[Start of section]

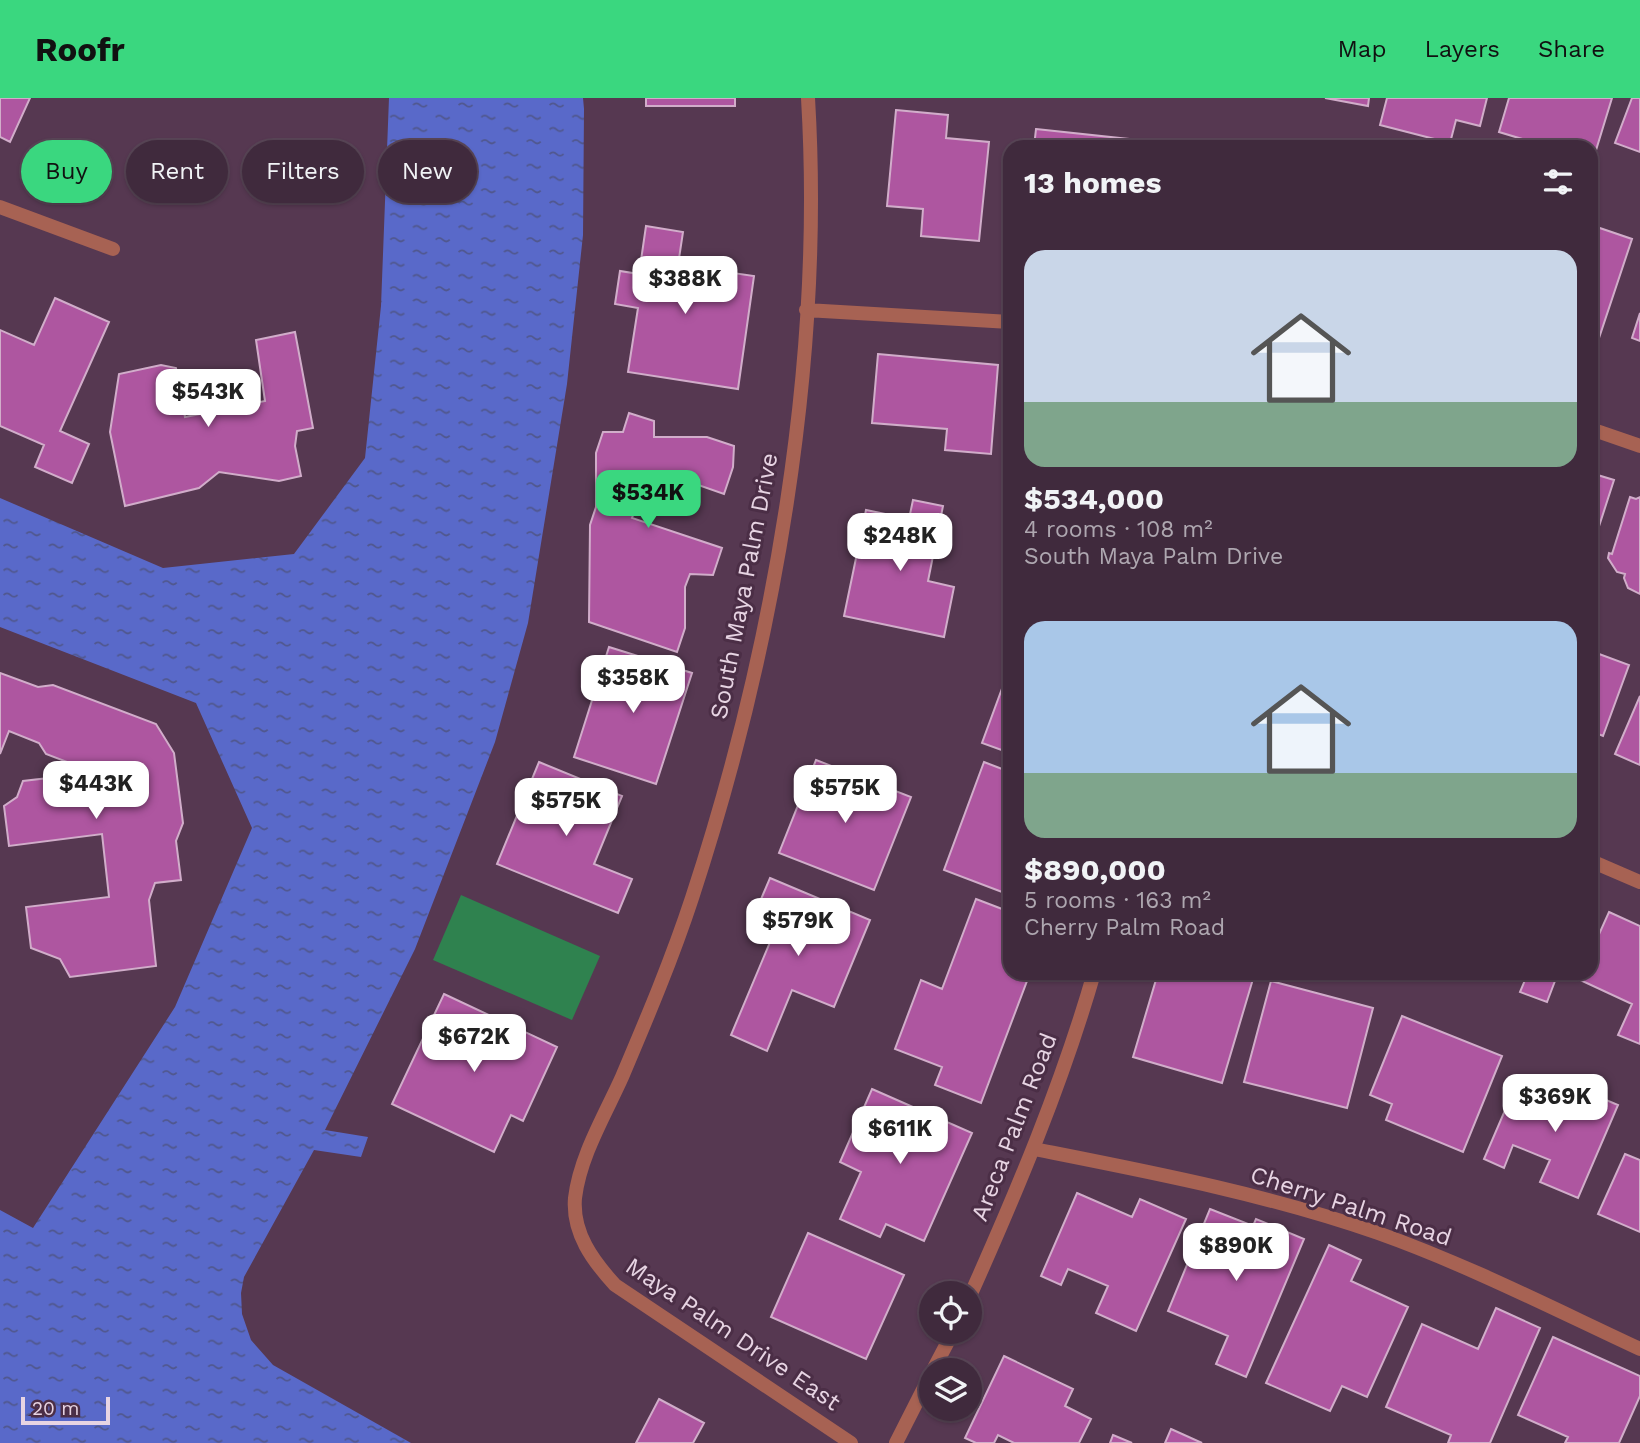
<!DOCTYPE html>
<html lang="en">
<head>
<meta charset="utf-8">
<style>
	body { margin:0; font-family:"Work Sans",sans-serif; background:#473244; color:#f1f3f6; height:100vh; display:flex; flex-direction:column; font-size:26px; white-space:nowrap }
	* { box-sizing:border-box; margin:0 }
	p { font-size:23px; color:#aea7b0 }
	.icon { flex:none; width:38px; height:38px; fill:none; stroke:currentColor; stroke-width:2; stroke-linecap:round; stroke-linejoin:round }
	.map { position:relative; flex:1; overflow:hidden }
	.side { position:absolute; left:1003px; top:42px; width:595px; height:840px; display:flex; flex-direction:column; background:#402a3d; border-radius:21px; box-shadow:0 2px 5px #0004,0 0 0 2px #594657 }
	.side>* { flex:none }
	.banner { position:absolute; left:21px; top:42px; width:665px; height:63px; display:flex; gap:14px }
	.fabs { position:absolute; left:919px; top:1183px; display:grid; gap:14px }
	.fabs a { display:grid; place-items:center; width:63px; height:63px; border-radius:50%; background:#402a3d; box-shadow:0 2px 5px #0004,0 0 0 2px #594657; font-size:35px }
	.scale { position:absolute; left:21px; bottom:18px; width:89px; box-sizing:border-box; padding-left:7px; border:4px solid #e7d4e3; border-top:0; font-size:19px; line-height:24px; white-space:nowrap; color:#e7d4e3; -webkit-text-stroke:5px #4b2e46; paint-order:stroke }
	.price { position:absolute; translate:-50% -60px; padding:0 16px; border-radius:14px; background:#fff; color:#222; font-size:23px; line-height:46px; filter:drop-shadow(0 2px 4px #0008) }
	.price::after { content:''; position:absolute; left:50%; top:42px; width:21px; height:16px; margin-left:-10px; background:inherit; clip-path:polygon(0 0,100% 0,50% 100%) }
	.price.active { background:#3ad77f; color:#111 }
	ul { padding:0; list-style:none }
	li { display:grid; align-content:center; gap:14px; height:371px; padding:0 21px }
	li span { display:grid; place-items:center; height:217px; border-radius:21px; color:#555 }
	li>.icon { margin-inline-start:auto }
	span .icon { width:126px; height:126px; fill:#fffc; stroke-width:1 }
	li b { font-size:30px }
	h2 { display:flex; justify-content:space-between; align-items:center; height:84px; padding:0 21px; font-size:30px }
	.chip { padding:0 24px; border-radius:32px; background:#402a3d; box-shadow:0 2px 5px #0004,0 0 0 2px #594657; font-size:24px; line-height:63px }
	.chip.active { background:#3ad77f; color:#111 }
	header { display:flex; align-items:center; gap:42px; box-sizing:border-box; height:98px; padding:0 35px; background:#3ad77f; color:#111 }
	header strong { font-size:33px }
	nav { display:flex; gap:38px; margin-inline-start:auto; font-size:24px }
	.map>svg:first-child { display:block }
</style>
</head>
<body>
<header>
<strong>Roofr</strong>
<nav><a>Map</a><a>Layers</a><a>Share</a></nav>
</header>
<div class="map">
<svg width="1640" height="1345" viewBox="0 0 1640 1345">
	<defs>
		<pattern id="water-ripples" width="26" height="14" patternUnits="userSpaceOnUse" patternTransform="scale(1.75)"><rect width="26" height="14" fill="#5969c9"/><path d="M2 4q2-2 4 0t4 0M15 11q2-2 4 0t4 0" fill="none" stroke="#50578d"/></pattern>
	</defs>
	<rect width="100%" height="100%" fill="#563851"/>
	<path fill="#2f824f" d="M461,797L600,858L572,922L433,862Z"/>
	<path fill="url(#water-ripples)" d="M389,0H583L584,11L583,137L567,286L528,525L495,644L415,851L325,1032L368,1039L361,1059L314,1052L244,1179L241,1195L242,1216L251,1242L273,1267L411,1345H0V1112L33,1130L175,909L252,730L196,605L0,529V400L163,470L294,456L365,360L381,208Z"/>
	<path fill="#ae56a0" stroke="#d1adca" stroke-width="2" d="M0,0H30L10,44L0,39Z
		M646,0H735V8H646Z
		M1325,0H1369L1368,8Z
		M1387,0H1487L1480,28L1456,22L1450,45L1380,27Z
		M1509,0H1612L1593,62H1591V49H1549L1499,34Z
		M1632,0H1640V54L1615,45Z
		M896,12L948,17L946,40L989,44L979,143L921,138L923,111L887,108Z
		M1036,31L1138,42V49H1034Z
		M1209,44L1236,49H1208Z
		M1591,127L1632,141L1598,243L1591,241Z
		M646,128L683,134L678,167L754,178L738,291L628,274L638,210L615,206L620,173L639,176Z
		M55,200L109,224L60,333L89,346L72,385L35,369L44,347L0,328V232L34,247Z
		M1640,215V243L1632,240Z
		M295,234L313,330L297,333L295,348L301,378L279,383L219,374L199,390L125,408L110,334L119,276L161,267L176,270L185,319L265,303L256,242Z
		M878,256L998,267L991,356L945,352L947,331L872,325Z
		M629,315L654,323V339H707L734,348L733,369L724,396L687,383L681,402L661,396H641L632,420L722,450L713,477L690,476L685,489V530L677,554L589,524L590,427L596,409V355L603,334H623Z
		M1010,339V373H1005Z
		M1591,375L1614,382L1591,453Z
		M1630,399L1636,401L1640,399V496L1628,490L1624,480L1625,476L1617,474L1608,460L1609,455L1612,456Z
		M913,402L943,408L928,483L954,489L944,539L844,518L866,412L909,421Z
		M609,549L692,575L656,686L574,659Z
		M1591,553L1629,567L1603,638L1591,633Z
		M0,575L38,589L53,587L156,626L174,655L183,725L176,743L181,782L155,785L149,802L156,868L70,879L60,861L31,850L26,809L109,799L102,736L9,748L4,708L17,699L23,683L57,679L75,667L46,656L39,645L9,633L0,656Z
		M1007,577L1010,578V655L982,645Z
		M1640,598V667L1615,656Z
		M816,662L911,699L874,792L779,755Z
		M539,664L622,698L594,766L632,781L618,815L497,766Z
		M984,664L1010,674V797L944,772Z
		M770,780L870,822L834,909L792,892L767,953L731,937L776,830L753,820Z
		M976,801L1010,814V875H1030L981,1005L935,987L942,969L895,951L921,882L942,891Z
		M1609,814L1640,828V946L1618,937L1632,906L1578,881L1581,875H1591V854Z
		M1158,875H1233L1253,881L1222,985L1133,959Z
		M1528,875H1558L1547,904L1520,894Z
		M1271,883L1373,910L1347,1010L1244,984Z
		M444,896L557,949L523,1023L511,1017L494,1054L392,1006Z
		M1402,918L1502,958L1463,1054L1386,1022L1392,1006L1370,997Z
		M1566,985L1618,1007L1578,1100L1540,1084L1550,1062L1513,1047L1504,1070L1484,1061L1515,989L1557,1007Z
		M872,991L972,1035L924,1143L886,1126L880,1139L840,1121L861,1074L840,1064Z
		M1625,1056L1640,1062V1134L1598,1116Z
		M1077,1095L1132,1119L1140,1101L1186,1121L1136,1233L1096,1215L1108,1188L1068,1171L1061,1187L1041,1178Z
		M1210,1111L1253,1128L1256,1121L1304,1141L1246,1279L1216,1266L1228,1238L1168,1213Z
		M808,1135L904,1177L866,1261L771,1219Z
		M1329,1147L1361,1162L1351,1183L1408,1209L1367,1299L1342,1288L1330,1313L1266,1285Z
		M1496,1210L1540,1230L1490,1345H1448L1451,1337L1386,1309L1422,1226L1478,1251Z
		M1553,1239L1640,1278V1298L1619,1345H1565L1568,1339L1518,1317Z
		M1004,1258L1073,1291L1065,1308L1091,1321L1079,1345H1014L998,1337L994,1345H976L965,1340Z
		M659,1301L704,1325L693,1345H636Z
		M1171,1331L1202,1345H1165Z
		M1113,1337L1132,1345H1110Z"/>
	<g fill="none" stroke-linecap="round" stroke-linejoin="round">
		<path stroke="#a76253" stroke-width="14" d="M808,0C824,264 774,550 692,800C672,861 647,920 622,979C605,1017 580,1058 575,1100C572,1135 593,1163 615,1187L851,1345
			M0,109L113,151
			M806,212L1010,224
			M1591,331L1640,348
			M1591,763L1640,784
			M1034,1051C1150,1074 1266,1096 1378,1135C1468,1167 1554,1211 1640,1251
			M970,1198C1017,1093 1062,986 1094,875
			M933,1272L953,1234
			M896,1345L931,1276"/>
	</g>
	<g text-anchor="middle" stroke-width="6" stroke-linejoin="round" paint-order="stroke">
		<g font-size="24" fill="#e7d4e3" stroke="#4b2e46">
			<text transform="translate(744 488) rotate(-79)" y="8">South Maya Palm Drive</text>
			<text transform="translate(1014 1029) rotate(-69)" y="8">Areca Palm Road</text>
			<text transform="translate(1351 1108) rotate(18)" y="8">Cherry Palm Road</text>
			<text transform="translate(733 1236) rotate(34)" y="8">Maya Palm Drive East</text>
		</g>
	</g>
</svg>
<div class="fabs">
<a><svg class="icon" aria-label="locate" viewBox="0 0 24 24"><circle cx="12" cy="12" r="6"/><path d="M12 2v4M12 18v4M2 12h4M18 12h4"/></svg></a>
<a><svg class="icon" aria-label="layers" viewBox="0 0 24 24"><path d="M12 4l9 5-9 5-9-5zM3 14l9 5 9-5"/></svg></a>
</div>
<div class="scale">20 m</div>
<b class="price" style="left:685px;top:218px">$388K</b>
<b class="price" style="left:208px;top:331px">$543K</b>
<b class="price active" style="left:648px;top:432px">$534K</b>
<b class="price" style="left:900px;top:475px">$248K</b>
<b class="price" style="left:633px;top:617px">$358K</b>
<b class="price" style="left:96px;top:723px">$443K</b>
<b class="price" style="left:845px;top:727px">$575K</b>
<b class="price" style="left:566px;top:740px">$575K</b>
<b class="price" style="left:798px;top:860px">$579K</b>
<b class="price" style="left:474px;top:976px">$672K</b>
<b class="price" style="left:1555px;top:1036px">$369K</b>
<b class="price" style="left:900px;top:1068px">$611K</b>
<b class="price" style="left:1236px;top:1185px">$890K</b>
<div class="banner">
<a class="chip active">Buy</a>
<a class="chip">Rent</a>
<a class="chip">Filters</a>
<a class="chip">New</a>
</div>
<section class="side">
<h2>13 homes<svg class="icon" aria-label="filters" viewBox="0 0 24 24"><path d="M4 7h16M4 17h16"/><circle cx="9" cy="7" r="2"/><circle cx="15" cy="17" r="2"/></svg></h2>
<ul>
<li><span style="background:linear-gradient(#c9d6e8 70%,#7fa58c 0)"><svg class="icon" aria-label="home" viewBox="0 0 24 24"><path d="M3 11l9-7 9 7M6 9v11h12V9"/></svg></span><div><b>$534,000</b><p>4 rooms · 108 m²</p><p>South Maya Palm Drive</p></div></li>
<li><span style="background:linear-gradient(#a9c7e8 70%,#7fa58c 0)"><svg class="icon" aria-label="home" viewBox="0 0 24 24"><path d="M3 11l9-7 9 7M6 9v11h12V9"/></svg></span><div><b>$890,000</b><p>5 rooms · 163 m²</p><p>Cherry Palm Road</p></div></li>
</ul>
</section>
</div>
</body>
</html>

[End of section]

• Description of the task: Wherever the word "inline" turns up in the records above, copy the line that holds it.

• Result of the exercise:
	li>.icon { margin-inline-start:auto }
	nav { display:flex; gap:38px; margin-inline-start:auto; font-size:24px }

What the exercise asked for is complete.